#### [EXTRACTED DATA]
====
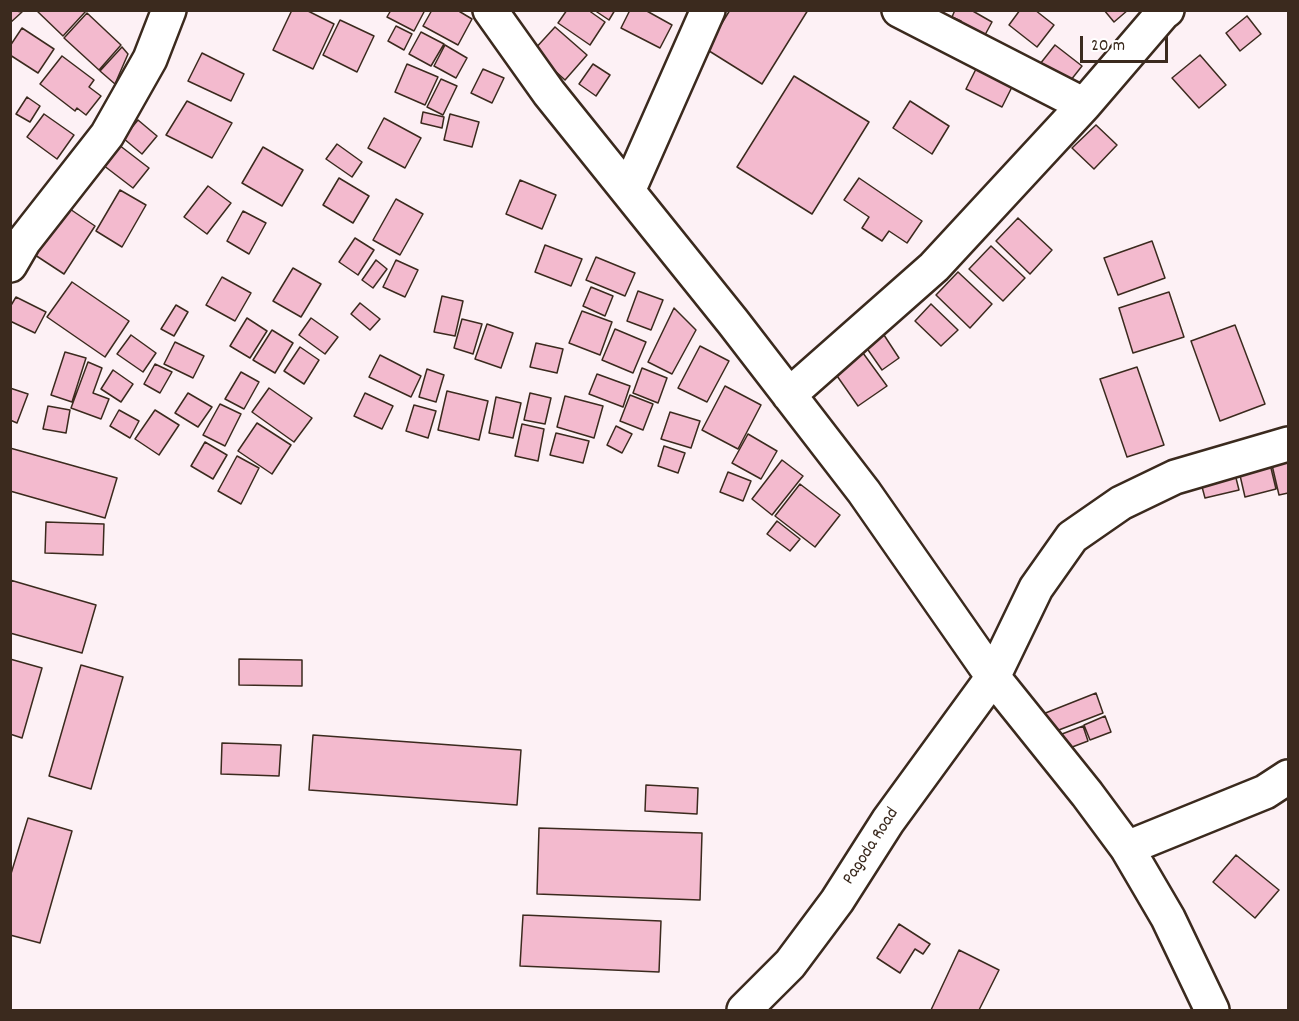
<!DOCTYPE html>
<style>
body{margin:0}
#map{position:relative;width:1299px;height:1021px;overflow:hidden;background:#fdf1f5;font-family:Dekko,sans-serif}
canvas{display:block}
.frame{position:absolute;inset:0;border:12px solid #3b2a1e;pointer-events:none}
.scale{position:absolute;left:1080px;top:36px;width:88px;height:27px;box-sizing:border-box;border:3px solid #3b2a1e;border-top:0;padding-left:8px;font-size:18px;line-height:21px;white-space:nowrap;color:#3b2a1e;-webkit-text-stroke:4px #fff;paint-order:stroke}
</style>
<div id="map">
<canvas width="1299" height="1021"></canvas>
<div class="frame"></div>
<div class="scale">20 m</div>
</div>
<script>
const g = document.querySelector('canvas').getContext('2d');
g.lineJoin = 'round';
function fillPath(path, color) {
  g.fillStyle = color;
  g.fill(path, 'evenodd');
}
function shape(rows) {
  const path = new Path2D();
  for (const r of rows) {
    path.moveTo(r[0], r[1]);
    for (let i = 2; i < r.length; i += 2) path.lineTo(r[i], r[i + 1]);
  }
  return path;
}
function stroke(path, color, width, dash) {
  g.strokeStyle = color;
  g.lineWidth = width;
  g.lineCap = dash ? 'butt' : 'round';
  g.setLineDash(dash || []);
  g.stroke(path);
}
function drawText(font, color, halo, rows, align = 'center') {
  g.font = font + ' Dekko,sans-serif';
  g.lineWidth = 6;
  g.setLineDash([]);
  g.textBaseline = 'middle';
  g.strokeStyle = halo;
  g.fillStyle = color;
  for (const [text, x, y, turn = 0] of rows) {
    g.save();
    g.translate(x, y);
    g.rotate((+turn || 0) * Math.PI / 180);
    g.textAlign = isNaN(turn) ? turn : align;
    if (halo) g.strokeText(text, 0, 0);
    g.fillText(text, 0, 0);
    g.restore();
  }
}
const building = shape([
 [10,10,22,12,10,23,10,10],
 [36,10,85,10,86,11,63,36,36,10],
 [292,10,306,10,334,24,313,69,273,50,292,10],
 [391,10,425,10,414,31,387,17,391,10],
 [432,10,457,10,472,19,458,45,423,26,432,10],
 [567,10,588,10,605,22,590,45,558,23,567,10],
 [594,10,615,10,609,20,594,10],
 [630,10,645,10,672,25,660,48,621,28,630,10],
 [730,10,808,10,762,84,706,49,730,10],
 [955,10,971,10,992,22,979,46,955,33,961,21,952,17,955,10],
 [1020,10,1035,10,1054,25,1037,47,1009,25,1020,10],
 [1104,10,1128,10,1114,22,1104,10],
 [87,13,121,45,99,70,64,38,87,13],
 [1247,16,1261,34,1240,51,1226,33,1247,16],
 [340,20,374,36,357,72,323,55,340,20],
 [396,26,412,34,404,50,388,41,396,26],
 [555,27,587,55,565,80,533,51,555,27],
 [22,28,54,49,38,73,10,55,10,46,22,28],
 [421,32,444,44,431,66,409,54,421,32],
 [445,45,467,58,456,78,434,66,445,45],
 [1055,45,1082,66,1067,85,1040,64,1055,45],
 [122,47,128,54,115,84,100,71,122,47],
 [202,53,244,74,231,101,188,81,202,53],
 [1200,55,1226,85,1199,108,1172,78,1200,55],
 [62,56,94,80,89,87,101,96,86,115,77,108,75,111,40,84,62,56],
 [980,61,1016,79,1002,107,966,89,980,61],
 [407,64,438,77,425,105,395,92,407,64],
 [593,64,610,75,596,96,579,84,593,64],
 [483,69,504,78,492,103,471,93,483,69],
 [794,76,869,122,812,214,737,167,794,76],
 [441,79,457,86,443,115,427,107,441,79],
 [27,97,40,106,30,122,16,114,27,97],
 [187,101,232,123,212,158,166,135,187,101],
 [910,101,949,126,932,154,893,128,910,101],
 [423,112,444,117,442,128,421,123,423,112],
 [44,114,74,135,57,159,27,137,44,114],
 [450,114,479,122,472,147,444,140,450,114],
 [384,118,421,138,405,168,368,148,384,118],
 [138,120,157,136,142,154,123,138,138,120],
 [1096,125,1117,145,1094,169,1072,148,1096,125],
 [337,144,362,162,352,177,326,159,337,144],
 [119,145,149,168,133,188,103,165,119,145],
 [263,147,303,170,282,206,242,183,263,147],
 [339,178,369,196,353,223,323,205,339,178],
 [859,178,922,221,907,243,889,231,882,241,862,228,869,217,844,200,859,178],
 [520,180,556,195,542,229,506,214,520,180],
 [208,186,231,203,207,234,184,217,208,186],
 [120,190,146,205,122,247,96,231,120,190],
 [396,199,423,214,400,255,373,240,396,199],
 [64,205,95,226,64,274,32,253,64,205],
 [243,211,266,223,249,254,227,241,243,211],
 [1018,218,1052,250,1030,274,996,241,1018,218],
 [355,238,374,250,358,275,339,262,355,238],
 [1152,241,1165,278,1118,295,1104,258,1152,241],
 [545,245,582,259,571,286,535,272,545,245],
 [991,246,1025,278,1003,301,969,269,991,246],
 [596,257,635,273,625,296,586,280,596,257],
 [376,260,387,269,373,288,362,280,376,260],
 [396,260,418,270,405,297,383,287,396,260],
 [293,268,321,284,301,317,273,301,293,268],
 [958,272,992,304,970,328,936,295,958,272],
 [222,277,251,293,235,321,206,305,222,277],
 [72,282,129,321,105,357,47,317,72,282],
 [591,287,613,296,605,316,583,306,591,287],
 [638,291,663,300,651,330,627,321,638,291],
 [1169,292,1184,337,1133,353,1119,308,1169,292],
 [442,296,463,301,455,336,434,332,442,296],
 [16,297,46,312,35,333,10,321,10,307,16,297],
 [360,303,380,319,370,330,351,314,360,303],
 [931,304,958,330,941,346,915,321,931,304],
 [176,305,188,312,174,336,161,329,176,305],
 [674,308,696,330,672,374,648,362,674,308],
 [582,311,612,322,600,355,569,343,582,311],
 [247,318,267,331,250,358,230,346,247,318],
 [311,318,338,337,325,354,299,335,311,318],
 [462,319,482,324,473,354,454,348,462,319],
 [487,324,513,333,501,368,475,359,487,324],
 [1235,325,1265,404,1220,421,1191,341,1235,325],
 [615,329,646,342,633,373,602,360,615,329],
 [272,330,293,343,275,373,253,360,272,330],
 [131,335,156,353,143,372,117,354,131,335],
 [884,335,899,358,882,370,866,347,884,335],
 [175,342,204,356,193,378,164,364,175,342],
 [536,343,563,349,557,373,530,367,536,343],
 [700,346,729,361,707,402,678,388,700,346],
 [300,347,319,360,304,384,284,371,300,347],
 [65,352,86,358,72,402,51,395,65,352],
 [863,353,887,386,858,406,835,373,863,353],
 [380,355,421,376,411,397,369,377,380,355],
 [88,362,102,368,93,393,109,399,101,419,71,408,88,362],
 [155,364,172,372,160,393,144,384,155,364],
 [1137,367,1164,445,1127,457,1100,379,1137,367],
 [642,368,667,378,658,403,633,393,642,368],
 [427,369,444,375,436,402,419,397,427,369],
 [113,370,133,384,121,402,101,389,113,370],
 [241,372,259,382,244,409,225,399,241,372],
 [597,374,630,386,623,407,589,394,597,374],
 [725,386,761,405,738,449,702,430,725,386],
 [10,388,28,394,17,423,10,420,10,388],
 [269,388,312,418,294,442,252,412,269,388],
 [447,391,488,401,479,440,438,430,447,391],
 [188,393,212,407,198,427,175,413,188,393],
 [365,393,393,406,382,429,354,416,365,393],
 [530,393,551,398,545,424,524,420,530,393],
 [630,395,653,404,643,430,620,421,630,395],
 [565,396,603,406,594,438,557,427,565,396],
 [496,397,521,403,513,438,489,433,496,397],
 [220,404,241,414,225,446,203,435,220,404],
 [414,405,436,411,428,438,406,431,414,405],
 [48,406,70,410,66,433,43,429,48,406],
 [119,410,139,421,130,438,110,426,119,410],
 [155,410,179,425,159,455,135,439,155,410],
 [670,412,700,421,691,448,661,439,670,412],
 [257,423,291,445,272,474,238,451,257,423],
 [522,424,544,429,538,461,515,456,522,424],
 [616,426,632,434,622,453,607,445,616,426],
 [556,433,589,441,583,463,550,455,556,433],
 [748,434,777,451,761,479,732,463,748,434],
 [205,442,227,455,213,479,191,466,205,442],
 [664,446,685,453,678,473,658,466,664,446],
 [10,448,117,478,105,518,10,491,10,448],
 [237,456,259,468,241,504,218,491,237,456],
 [782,460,803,476,772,515,752,499,782,460],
 [1288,461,1288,493,1279,495,1272,465,1288,461],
 [1270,464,1276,489,1245,497,1239,471,1270,464],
 [728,472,751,481,743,501,720,492,728,472],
 [1235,474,1239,490,1205,498,1201,483,1235,474],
 [800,484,840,515,815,547,775,516,800,484],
 [777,521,800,539,790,551,767,534,777,521],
 [46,522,104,524,103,555,45,553,46,522],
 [10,580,96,605,82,653,10,633,10,580],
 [10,659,42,668,22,738,10,734,10,659],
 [239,659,302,660,302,686,239,685,239,659],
 [81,665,123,677,91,789,49,776,81,665],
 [1096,693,1103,713,1051,733,1043,714,1096,693],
 [1105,716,1111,732,1090,740,1084,725,1105,716],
 [1083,726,1088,741,1067,749,1062,734,1083,726],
 [313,735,521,750,517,805,309,790,313,735],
 [222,743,281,745,279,776,221,774,222,743],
 [646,785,698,788,697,814,645,811,646,785],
 [28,818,72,831,40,943,10,935,10,877,28,818],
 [539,828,702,833,700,900,537,894,539,828],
 [1236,855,1279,890,1255,918,1213,882,1236,855],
 [523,915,661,921,659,972,520,966,523,915],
 [899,924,930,944,923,954,915,949,900,973,877,958,899,924],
 [959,950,999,970,979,1010,931,1010,959,950]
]);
fillPath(building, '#f3bace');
stroke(building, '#3b2a1e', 1.5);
const street = shape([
 [490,10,549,93,733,322,864,492,993,677,1087,794,1127,848,1168,918,1212,1010],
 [899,10,1084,105],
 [628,191,708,10],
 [10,265,24,241,107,135,150,59,169,10],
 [789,395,934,267,1084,105,1163,13,1167,10],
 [1127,848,1265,792,1288,777],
 [744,1010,790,964,837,901,888,821,993,677,1036,588,1072,537,1121,503,1175,477,1288,444]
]);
stroke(street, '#3b2a1e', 38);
stroke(street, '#fff', 33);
drawText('18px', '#3b2a1e', '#fff', [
 ["Pagoda Road",872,847,-57]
]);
</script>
====
#### [WHAT IS NEEDED]
From the records above, work out how many lines contain the string "strokeStyle". Give only the number.

#### [RESULT OF THIS TASK]
2